You will want to do these things at all times of the day and night. You will go to sleep thinking about blogging and wake up thinking about it. Your day will be divided into things that would make good posts and then just everything else.
I never realised how much of my brain would become preoccupied by thinking about my blog all the time.
I sincerely think I need to join some kind of Bloggers and Tweeters Anonymous program. :/

2. Posts take time and planning
Great blog posts are so much more than just words typed on a page. When you read them on someone else's blog they might seem effortless and simple and they might make you think, "Well that doesn't seems so hard. I could totally write something like that." However, great posts generally represent a great deal of consideration, planning, and deliberate choices on the part of the blogger.
You had better be prepared to put in that planning if you want to create something great.

This is something that I am still learning. For ages I would just sit at my computer and type all the random crap in my head, slap on a title, call it a blog post and expect that people would not only read it, but also connect with it to the point of wanting to comment on it or share it.
Turns out that my thoughts generally don't come out in ways that are logical, interesting, or even coherent. When I get bored and read back over some of my earliest blog posts it's really just one cringe worthy, unplanned, nonsensical post after another.

It seems super obvious in hindsight, but I now realise that for me at least, writing a good blog post requires a lot of planning. Before writing a post I need to at least think about things like what the point of the post is, what I am trying to say, how I want people to react, why do I think people care, how do I want the post to flow (ie what is the beginning, middle and end), will it make sense to someone living outside of my brain? etc.

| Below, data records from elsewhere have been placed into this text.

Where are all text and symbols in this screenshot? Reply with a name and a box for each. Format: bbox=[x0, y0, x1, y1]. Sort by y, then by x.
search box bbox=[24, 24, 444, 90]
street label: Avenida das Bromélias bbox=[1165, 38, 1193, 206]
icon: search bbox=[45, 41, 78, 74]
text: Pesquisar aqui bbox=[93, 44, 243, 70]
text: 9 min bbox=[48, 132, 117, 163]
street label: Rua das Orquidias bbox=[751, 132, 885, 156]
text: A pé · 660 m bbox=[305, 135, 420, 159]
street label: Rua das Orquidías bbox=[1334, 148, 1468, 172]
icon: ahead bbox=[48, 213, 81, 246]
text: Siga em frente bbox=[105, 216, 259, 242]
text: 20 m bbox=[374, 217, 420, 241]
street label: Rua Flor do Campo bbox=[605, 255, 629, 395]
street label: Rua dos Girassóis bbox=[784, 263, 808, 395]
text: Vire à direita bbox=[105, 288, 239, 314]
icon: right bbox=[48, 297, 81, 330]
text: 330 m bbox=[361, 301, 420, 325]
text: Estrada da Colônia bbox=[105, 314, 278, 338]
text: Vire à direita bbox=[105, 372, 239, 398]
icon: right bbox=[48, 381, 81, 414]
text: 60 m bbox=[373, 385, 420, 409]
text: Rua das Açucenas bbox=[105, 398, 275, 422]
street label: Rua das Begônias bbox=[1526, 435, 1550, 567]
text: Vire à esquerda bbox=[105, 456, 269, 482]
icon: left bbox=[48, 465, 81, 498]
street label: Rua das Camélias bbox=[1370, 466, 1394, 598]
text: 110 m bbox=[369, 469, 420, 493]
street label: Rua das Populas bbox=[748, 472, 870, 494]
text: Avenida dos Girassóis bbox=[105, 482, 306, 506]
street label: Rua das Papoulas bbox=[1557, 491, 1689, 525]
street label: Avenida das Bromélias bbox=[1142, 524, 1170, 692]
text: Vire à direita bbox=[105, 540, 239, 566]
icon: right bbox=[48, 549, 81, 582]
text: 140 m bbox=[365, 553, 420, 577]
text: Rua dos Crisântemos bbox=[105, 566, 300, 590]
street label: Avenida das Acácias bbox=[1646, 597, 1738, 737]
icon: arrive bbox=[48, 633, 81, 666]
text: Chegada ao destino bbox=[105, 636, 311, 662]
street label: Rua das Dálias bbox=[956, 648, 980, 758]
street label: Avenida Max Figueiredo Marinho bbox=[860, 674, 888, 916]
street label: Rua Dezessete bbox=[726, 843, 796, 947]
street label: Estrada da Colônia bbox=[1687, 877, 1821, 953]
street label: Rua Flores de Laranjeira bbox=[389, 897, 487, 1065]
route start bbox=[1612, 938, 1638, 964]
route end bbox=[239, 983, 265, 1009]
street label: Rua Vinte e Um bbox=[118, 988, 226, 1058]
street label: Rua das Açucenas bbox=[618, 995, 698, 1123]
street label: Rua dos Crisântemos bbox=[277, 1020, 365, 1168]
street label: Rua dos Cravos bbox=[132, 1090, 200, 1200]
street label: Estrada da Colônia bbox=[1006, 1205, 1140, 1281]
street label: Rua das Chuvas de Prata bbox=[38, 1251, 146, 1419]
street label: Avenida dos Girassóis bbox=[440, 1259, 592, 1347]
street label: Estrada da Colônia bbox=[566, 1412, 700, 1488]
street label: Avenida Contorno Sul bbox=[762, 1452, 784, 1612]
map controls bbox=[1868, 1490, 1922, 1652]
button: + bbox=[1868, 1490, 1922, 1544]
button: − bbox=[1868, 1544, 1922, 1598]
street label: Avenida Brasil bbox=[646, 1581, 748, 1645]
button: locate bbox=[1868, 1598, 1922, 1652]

I also realise that I need to be consistent with my writing while at the same time trying to create something new and interesting. By this I mean that a blog needs to have similar themes and topics. As much as a blog is a place of freedom (see number 9) there is also a limit to how random you can be if you want to keep people reading. One of your regulars isn't going to be impressed if they come to your blog for information about the latest fashion trends, only to find that you have started writing about different breeds of fish or endorsing a new type of cross country skis.
So general themes need to be consistent, but you also can't write the same thing every week. You need to mix it up and write things that no one else is writing.
Complicated much?

3. It's insanely hard work
I guess this encompasses what I said above about the planning, but unfortunately planning and writing posts is not the only bit of hard work that you need to put in. Oh no. You also need to work at creating a great space for your words. This means you need a good layout that makes sense and is easy to navigate. The aesthetics also need to be right and they need to fit with your writing. It's no good having flames and skulls and evil stuff when you are writing about butterflies and rainbows and unicorns.
It has to fit.

Sounds simple enough right? Just pick one of the ready-made templates that works for you. That counts as customising. Nope. For most of us, customising a blog means finding pictures and themes and fonts that all work with the content and then learning to code so that it can all be inserted and edited without breaking the page each time something needs to be changed.
It might also mean investing time (and possibly also money) into creating some custom artwork and banners to make the blog really unique.

Bloggers also need to work at cultivating an online presence. You need to be reading other people's blogs and replying to posts and tweets and emails and instagram pics. You need to be sharing your ideas and personality. You need to be engaging readers, and you need to be an engaged reader.
In some parallel universe the readers might come to you, but in the one that I occupy, readers have to be actively sought.

You need to keep up with the times. This means staying abreast of trends and events in your field and also just the world in general. This is important so that what you are writing is relevant to what people are experiencing in their day-to-day lives.
A snowstorm where many of your readers live might be the perfect time to publish your post on keeping warm in winter or your favourite types of tea, even though where you are it's hot and sunny.
Trying to theme your posts with holidays and celebrations can also be a really good idea because people will probably already be in the mood for what you are writing.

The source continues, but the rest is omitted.